Construir o poder popular, a partir dos de baixo como dizia Florestan, onde todos e todas são iguais, ninguém é mais, ninguém é menos, todos partilham, todos sorriem.
Organizar os pobres e trabalhadores, os humilhados e os ofendidos, de baixo para cima, tendo consciência da força de quem pensa e luta junto.
Distribuir a renda e a riqueza produzida por todos e todas por igual, sem ninguém mais, sem ninguém menos, todos e todas com direito à justa fatia do pão, da verdura e da beleza.
Partilhar os sonhos e os fracassos, na certeza de que o que é feito coletivamente tem mais sabor de conquista e vitória e é fermento na massa.
Comemorar os feitos de um povo, de uma gente que nunca se dobra, que sabe quando é dia de festa e quando é dia de trabalho, quando é dia de luta e quando é dia de prazer, quando é dia de choro, quando é dia de alegria.
Caminhar como povo feliz dono do seu nariz e destino, sem a cabeça baixa de negros escravos, de indígenas subjugados, de trabalhadores sem direitos: pescadores, catadores, recicladores, metalúrgicos, bancários, funcionários públicos, professores, donas de casa, agricultores familiares, moradores de rua senhores de seus pés, mãos e palavra.
Abandonar o colonialismo e a subserviência de séculos, para ver crescer o feijão nosso de cada dia, garantir seu próprio prato de comida, descrever cada letra do alfabeto como sua.
Trabalhar todos os dias, horas, minutos, segundos para acabar com a fome, a miséria e a desnutrição que ainda persegue milhares de crianças, jovens e velhos: matar a fome de pão, saciar a sede de beleza.
Produzir o melhor vinho da liberdade, borbulhante em cores e paladares, como se fosse o gosto do céu e o sabor da ternura.
Declarar todos e todas livres das correntes da servidão e da desesperança, sem as amarras do cotidiano, livres para voar no pensamento e na ação.
Arrastar para o círculo da solidariedade, da cooperação, da soberania e da altivez os desvalidos, os que não têm nada, os que nunca souberam gritar, os que nunca tiveram coragem de dizer o que pensam, os que nunca tiveram vez nem voz.

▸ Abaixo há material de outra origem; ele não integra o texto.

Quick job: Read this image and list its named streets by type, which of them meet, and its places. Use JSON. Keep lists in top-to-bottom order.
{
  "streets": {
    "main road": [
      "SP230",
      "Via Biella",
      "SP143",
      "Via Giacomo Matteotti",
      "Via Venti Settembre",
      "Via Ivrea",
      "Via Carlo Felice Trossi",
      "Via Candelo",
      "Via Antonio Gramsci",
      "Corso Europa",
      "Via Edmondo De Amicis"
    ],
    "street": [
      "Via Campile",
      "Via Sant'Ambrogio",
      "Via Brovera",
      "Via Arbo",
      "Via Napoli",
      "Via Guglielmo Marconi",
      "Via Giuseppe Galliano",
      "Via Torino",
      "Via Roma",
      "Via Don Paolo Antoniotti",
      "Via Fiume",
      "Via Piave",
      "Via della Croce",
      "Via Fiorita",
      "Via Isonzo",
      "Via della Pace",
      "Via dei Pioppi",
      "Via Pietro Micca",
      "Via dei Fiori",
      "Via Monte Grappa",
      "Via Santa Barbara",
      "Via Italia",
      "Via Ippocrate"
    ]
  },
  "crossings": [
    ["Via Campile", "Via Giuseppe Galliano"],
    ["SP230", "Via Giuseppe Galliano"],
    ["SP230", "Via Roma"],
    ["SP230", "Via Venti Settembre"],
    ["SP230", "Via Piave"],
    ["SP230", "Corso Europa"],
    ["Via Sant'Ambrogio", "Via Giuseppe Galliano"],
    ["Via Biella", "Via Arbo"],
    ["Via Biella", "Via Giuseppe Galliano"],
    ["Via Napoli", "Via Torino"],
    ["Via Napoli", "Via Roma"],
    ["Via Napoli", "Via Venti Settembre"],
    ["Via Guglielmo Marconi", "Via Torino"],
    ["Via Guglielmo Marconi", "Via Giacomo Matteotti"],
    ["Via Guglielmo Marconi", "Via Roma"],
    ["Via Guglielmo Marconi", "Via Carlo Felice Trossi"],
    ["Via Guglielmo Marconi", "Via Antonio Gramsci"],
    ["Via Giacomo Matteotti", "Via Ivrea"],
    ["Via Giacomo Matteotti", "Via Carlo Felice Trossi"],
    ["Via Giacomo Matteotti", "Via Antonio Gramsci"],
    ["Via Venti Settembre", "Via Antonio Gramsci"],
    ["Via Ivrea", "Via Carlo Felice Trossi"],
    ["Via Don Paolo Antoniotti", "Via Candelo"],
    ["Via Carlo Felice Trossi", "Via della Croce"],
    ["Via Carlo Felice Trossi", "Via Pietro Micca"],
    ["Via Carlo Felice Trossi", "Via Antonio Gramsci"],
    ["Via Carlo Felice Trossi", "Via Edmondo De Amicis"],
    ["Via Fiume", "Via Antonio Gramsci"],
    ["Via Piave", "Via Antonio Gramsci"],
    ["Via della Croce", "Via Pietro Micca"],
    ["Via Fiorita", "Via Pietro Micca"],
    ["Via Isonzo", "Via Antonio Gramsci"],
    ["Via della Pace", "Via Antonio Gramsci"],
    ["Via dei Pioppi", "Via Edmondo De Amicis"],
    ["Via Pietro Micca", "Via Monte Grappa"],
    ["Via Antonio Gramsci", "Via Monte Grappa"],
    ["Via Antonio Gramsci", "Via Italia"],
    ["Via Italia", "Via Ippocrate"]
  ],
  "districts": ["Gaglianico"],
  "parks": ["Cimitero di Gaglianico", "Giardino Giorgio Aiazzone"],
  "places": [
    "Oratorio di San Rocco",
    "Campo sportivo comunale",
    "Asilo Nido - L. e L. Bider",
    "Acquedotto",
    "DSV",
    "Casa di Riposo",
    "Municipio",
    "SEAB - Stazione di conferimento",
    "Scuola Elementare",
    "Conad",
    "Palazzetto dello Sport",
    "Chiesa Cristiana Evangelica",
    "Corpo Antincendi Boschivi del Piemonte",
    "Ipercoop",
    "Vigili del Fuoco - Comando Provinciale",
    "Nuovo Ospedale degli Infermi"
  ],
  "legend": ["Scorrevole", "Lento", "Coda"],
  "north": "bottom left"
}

Cuidar de rios, córregos, riachos como se fossem nossa casa, da Amazônia como patrimônio nosso e da humanidade, do chão molhado como se fosse nossa última fonte de vida, das plantas e árvores como nosso alimento mais essencial, da água como se fosse o derradeiro gole de nossas vidas no meio do deserto.
Demonstrar para o resto do mundo nosso encanto e nosso riso, nosso samba e forró, nosso vanerão e capoeira, nossa valsa e carimbo.
Exigir de nós mesmos e dos nossos governos o controle e o fim da corrupção e do roubo, do enriquecimento fácil e rápido, da arrogância e do preconceito de quem acha que pode tudo sem pedir licença a ninguém.
Defender uma nova economia, com base na partilha do comum, do milho plantado para todos e todas, do calçado que serve a todos os pés, da luz elétrica que brilha de madrugada para todos os noctívagos.
Proclamar aos quatro ventos que um novo mundo é possível, respeitando a biodiversidade, proclamando as diferenças, cultivando o silêncio do corpo e do espírito.
Abraçar irmãos e irmãs de latinidade, companheiros e companheiros que sabem sofrer junto quando necessário, festejar irmanados quando possível, cuidar um do outro, uma da outra o tempo todo.
Dar todos os dias o bom dia da vida, o boa tarde da juventude, o boa noite da saudade.
Sentir-nos parte da humanidade de árabes e judeus, japoneses e chineses, europeus e norte-americanos, búlgaros e russos, venezuelanos e franceses, suecos e africanos, neozelandeses e argentinos, canadenses e kaiowá-guaranis, alemães e chechenos, aimaras e gregos, líbios e peruanos, indonésios e vietnamitas, irlandeses e paraguaios, hindus e ciganos, esquimós e afegãos, tuaregues e cubanos, espanhóis e pigmeus, ianomâmis e portugueses, mongóis e angolanos, salvadorenhos e filipinos.
Embalar nossos melhores sonhos de democracia, de igualdade e justiça social, na utopia de quem é capaz de fazer acontecer.
Sim, nós podemos, e devemos…
Tornar o Brasil de brasileiros e brasileiras, com todas as cores e ritmos, todos os sambas e forrós, todos os prantos e fogueiras, todas as danças e rituais, todos os símbolos e estrelas, todos os oceanos e rios, todos os pampas e cerrados, todas as casas e circunstâncias, todas as caatingas e pantanais, todas as rugas e símbolos, todas as crenças e fés.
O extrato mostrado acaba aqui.